Always prefix Go test commands with `GOWORK=off` — without it, workspace mode
can cause confusing import errors.

### Integration tests — where most of the value is

The integration tests in `pkg/vmtransport/http` are the most important tests
in the codebase. Each test spins up a complete in-memory stack — a real SQLite
store, the full vmcontrol core, and an `httptest.Server` with the actual HTTP
handler. No mocks anywhere. This means they exercise the entire request path
from HTTP decoding through domain logic to database persistence.

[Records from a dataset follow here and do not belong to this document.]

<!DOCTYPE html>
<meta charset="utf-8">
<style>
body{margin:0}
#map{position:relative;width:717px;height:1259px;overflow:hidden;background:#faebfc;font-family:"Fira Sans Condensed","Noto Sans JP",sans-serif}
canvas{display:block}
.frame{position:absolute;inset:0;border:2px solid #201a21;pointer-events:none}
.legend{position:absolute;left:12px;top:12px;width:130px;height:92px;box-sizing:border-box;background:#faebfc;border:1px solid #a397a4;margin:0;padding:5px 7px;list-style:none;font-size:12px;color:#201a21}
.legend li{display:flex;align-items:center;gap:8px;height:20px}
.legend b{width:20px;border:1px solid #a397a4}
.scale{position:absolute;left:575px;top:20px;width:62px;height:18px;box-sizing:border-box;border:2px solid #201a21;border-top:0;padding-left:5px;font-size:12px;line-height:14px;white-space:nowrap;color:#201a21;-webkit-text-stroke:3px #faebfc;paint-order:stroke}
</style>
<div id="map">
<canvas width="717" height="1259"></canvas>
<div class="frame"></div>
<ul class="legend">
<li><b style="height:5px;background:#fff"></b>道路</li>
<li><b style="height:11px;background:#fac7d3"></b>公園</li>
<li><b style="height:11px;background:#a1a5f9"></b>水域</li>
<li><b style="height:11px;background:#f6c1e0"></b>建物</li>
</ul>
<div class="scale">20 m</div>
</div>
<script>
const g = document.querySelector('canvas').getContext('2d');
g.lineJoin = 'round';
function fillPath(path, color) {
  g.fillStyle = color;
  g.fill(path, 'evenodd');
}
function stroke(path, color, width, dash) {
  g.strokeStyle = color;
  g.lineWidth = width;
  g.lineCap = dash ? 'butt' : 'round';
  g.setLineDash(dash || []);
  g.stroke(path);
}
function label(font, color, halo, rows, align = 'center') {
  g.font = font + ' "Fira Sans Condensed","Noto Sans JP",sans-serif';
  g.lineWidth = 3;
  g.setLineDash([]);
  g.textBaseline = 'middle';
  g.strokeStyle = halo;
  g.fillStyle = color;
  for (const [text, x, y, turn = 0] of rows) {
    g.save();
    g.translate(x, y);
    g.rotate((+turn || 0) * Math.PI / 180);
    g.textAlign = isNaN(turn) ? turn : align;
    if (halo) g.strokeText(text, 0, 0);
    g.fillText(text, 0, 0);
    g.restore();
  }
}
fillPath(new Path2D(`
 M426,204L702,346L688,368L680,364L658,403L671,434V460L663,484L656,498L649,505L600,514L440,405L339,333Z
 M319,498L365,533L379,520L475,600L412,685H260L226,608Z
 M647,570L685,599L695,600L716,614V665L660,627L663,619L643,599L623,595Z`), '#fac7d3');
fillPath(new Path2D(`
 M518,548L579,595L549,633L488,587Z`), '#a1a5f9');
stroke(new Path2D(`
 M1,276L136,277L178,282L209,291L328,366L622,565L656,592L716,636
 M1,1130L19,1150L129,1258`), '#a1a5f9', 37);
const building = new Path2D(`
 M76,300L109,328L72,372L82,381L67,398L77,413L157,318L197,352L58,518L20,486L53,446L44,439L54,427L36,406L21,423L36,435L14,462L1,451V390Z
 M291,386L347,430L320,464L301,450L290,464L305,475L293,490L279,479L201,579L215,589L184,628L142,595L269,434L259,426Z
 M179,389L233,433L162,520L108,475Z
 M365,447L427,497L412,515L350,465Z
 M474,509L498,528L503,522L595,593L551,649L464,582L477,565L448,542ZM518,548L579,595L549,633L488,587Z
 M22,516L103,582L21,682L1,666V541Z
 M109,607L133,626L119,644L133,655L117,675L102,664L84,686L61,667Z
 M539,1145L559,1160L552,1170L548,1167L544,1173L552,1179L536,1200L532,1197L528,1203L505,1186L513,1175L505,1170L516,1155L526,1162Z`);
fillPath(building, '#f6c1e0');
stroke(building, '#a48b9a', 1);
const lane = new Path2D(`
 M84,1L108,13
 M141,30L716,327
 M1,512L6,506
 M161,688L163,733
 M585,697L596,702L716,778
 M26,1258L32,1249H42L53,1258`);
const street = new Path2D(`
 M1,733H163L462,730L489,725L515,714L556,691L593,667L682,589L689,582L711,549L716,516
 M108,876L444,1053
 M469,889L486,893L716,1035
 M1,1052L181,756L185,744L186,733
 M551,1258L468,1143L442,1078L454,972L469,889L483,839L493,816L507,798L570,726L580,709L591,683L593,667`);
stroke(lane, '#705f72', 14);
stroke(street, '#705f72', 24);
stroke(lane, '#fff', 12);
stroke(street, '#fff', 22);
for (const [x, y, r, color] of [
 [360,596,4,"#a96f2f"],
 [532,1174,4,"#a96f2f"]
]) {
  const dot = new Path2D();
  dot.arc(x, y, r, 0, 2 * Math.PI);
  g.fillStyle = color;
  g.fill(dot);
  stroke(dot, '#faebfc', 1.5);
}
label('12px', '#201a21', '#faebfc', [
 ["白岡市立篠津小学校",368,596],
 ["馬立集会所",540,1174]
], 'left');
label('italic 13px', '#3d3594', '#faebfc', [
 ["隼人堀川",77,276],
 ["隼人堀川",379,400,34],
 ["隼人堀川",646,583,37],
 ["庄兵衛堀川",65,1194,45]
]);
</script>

Here's what each test file covers:

- **server_integration_test.go** — verifies that state carries across REPL
  calls within a single session (set a variable in call 1, read it in call 2)
- **server_templates_integration_test.go** — full template CRUD including
  startup files, capabilities, modules, and libraries
- **server_sessions_integration_test.go** — session lifecycle (create, list,
  filter by status, close, delete) and runtime summary transitions
- **server_executions_integration_test.go** — REPL and run-file execution,
  execution listing, events, and `after_seq` cursor-based pagination
- **server_error_contracts_integration_test.go** — every error path: missing
  fields (400), unknown resources (404), concurrent execution (409), path
  traversal (422)
- **server_safety_integration_test.go** — path traversal rejection with
  various attack patterns, plus output and event limit enforcement
- **server_libraries_integration_test.go** — library loading and configuration
- **server_native_modules_integration_test.go** — module allowlist enforcement,
  including the `MODULE_NOT_ALLOWED` response for JavaScript built-ins
- **server_execution_contracts_integration_test.go** — execution edge cases
  and contract refinements

### Unit tests

Several packages have focused unit tests that don't need the full stack:
`vmpath` (path normalization), `vmmodels` (ID parsing, JSON helpers),
`vmdaemon/config` (configuration defaults), `libloader` (loading files from
cache), `vmclient` (URL construction, error parsing), `vmcontrol/template_service`
(template creation defaults), and `vmexec` (executor behavior and persistence
failure handling).

### Shell scripts

The shell scripts test the system from the outside, the way a real user would:

- **test/scripts/smoke-test.sh** (~10 seconds) — builds the binary, starts a daemon,
  creates a template and session, runs REPL and file execution, and checks
  the runtime summary. This is your fastest feedback loop.
- **test/scripts/test-e2e.sh** — a thorough CLI loop from build through close, covering
  every major command.
- **test/scripts/test-library-matrix.sh** — specifically tests module and library semantics:
  that JSON works without configuration, that JSON can't be added as a module,
  that lodash fails without configuration, and that lodash succeeds with it.
- **test/scripts/test-all.sh** — runs everything in sequence.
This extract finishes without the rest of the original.